**Goal of the exercise:** List every line in this data where the string "white" occurs.

==== Material supplied

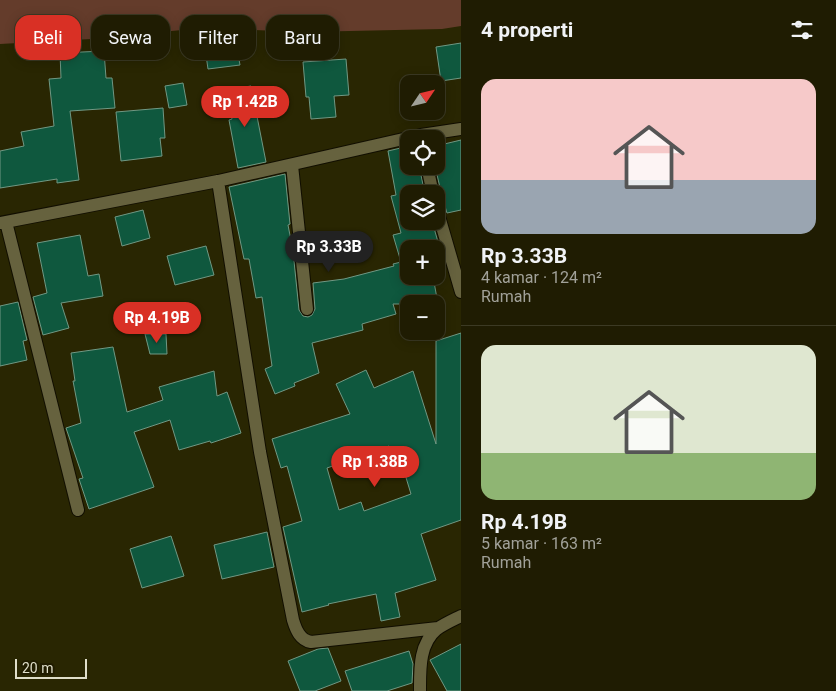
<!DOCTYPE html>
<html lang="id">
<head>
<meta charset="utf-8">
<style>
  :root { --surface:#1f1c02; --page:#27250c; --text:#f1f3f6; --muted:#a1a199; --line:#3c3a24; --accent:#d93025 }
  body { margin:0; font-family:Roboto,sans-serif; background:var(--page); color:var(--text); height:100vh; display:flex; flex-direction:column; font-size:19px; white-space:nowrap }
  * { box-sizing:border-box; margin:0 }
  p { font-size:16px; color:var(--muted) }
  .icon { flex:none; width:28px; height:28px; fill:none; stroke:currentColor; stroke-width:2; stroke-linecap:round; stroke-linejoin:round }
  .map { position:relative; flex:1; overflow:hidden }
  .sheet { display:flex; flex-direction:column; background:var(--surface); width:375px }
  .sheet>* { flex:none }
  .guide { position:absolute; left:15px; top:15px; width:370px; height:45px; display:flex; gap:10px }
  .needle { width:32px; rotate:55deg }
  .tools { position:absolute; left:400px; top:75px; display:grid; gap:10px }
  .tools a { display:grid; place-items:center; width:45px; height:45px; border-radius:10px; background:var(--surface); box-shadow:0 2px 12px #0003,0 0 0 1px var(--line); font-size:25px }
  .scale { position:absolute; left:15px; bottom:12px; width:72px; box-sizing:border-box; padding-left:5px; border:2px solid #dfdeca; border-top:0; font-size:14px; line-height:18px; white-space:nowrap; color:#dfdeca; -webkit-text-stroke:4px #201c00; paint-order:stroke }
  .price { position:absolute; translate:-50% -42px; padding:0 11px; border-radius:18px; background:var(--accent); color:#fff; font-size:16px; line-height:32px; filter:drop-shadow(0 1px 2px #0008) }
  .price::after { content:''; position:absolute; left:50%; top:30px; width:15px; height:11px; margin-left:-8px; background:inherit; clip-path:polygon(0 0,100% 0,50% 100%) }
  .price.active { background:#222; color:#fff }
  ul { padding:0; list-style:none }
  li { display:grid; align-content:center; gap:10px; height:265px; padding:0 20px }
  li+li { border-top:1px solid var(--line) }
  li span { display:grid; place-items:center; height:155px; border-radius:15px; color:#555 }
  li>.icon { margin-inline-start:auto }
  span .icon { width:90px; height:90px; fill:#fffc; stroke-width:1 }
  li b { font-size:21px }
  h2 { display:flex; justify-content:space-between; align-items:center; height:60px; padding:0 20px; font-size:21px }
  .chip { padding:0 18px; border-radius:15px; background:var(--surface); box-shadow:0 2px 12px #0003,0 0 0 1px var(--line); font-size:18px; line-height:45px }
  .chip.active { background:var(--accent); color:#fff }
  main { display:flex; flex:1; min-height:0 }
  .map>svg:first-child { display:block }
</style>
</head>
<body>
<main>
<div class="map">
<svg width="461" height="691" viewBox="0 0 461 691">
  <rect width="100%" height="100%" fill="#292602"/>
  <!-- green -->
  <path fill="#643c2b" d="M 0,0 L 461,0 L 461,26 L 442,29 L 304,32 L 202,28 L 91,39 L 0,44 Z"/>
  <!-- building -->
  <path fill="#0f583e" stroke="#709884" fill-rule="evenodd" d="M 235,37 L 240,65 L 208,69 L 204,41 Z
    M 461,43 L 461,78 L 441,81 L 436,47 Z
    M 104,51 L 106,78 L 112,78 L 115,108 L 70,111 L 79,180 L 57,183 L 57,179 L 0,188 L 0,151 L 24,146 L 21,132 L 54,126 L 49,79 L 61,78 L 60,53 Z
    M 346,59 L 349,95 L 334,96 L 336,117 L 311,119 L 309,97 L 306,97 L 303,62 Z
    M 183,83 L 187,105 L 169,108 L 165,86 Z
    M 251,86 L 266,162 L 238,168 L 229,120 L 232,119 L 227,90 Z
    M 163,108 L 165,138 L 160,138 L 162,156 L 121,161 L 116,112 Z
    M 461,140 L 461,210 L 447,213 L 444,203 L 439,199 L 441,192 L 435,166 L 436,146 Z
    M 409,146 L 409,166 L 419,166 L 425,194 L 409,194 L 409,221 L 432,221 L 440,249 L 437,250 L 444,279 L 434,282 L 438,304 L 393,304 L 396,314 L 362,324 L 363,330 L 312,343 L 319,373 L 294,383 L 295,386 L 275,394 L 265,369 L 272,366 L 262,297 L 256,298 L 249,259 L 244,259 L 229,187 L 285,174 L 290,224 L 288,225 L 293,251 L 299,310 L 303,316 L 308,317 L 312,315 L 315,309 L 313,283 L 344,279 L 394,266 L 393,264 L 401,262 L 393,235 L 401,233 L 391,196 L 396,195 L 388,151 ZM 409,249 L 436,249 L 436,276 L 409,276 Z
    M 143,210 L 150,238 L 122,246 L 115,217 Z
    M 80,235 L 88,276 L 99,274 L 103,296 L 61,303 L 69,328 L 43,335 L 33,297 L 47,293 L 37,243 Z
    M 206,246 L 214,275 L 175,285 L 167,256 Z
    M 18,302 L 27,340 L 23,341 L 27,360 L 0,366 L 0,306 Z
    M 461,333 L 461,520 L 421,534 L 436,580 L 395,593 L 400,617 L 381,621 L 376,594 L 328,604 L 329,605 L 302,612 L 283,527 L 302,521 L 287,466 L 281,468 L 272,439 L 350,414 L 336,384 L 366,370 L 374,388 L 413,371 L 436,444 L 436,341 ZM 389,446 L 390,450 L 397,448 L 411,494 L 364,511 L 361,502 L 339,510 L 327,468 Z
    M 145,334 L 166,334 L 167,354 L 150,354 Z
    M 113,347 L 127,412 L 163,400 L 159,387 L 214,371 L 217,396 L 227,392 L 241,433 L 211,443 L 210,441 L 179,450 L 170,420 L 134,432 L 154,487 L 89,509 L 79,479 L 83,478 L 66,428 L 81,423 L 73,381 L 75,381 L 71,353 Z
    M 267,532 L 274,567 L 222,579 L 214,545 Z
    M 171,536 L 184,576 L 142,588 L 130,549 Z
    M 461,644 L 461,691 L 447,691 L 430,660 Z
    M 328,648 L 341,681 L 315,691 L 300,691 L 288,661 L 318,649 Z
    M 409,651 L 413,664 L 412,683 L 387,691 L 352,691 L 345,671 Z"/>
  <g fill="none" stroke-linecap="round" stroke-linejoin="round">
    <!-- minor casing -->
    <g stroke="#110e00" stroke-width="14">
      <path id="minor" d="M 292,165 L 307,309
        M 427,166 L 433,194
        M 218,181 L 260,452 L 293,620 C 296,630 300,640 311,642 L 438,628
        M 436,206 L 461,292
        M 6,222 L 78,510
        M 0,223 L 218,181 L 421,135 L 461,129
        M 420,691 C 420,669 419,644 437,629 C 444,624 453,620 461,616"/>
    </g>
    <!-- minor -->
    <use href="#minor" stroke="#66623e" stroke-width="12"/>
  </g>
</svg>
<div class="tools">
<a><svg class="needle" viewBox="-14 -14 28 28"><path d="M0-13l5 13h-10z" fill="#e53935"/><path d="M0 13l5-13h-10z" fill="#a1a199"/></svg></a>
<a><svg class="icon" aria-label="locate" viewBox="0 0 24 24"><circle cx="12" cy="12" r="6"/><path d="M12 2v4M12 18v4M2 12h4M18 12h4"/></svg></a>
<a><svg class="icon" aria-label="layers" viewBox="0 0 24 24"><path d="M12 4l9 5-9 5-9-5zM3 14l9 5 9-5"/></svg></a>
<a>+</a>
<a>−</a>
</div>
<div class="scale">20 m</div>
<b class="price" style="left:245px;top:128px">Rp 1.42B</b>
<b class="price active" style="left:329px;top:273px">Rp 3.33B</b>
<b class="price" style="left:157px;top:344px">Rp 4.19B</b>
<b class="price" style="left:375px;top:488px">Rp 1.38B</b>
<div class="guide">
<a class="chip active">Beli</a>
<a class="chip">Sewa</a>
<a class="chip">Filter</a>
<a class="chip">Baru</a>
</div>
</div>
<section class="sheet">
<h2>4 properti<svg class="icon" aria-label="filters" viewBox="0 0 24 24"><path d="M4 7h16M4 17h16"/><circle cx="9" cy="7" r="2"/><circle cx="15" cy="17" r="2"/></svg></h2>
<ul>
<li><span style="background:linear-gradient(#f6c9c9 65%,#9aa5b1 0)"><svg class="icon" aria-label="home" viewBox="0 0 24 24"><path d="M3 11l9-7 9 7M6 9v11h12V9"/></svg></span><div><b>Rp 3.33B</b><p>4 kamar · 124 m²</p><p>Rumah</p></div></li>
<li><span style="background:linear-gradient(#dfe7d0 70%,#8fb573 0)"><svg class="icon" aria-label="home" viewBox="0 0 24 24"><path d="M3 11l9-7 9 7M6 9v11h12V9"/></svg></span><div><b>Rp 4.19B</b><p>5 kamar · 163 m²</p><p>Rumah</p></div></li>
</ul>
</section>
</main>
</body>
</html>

========

**Expected output:**
  body { margin:0; font-family:Roboto,sans-serif; background:var(--page); color:var(--text); height:100vh; display:flex; flex-direction:column; font-size:19px; white-space:nowrap }
  .scale { position:absolute; left:15px; bottom:12px; width:72px; box-sizing:border-box; padding-left:5px; border:2px solid #dfdeca; border-top:0; font-size:14px; line-height:18px; white-space:nowrap; color:#dfdeca; -webkit-text-stroke:4px #201c00; paint-order:stroke }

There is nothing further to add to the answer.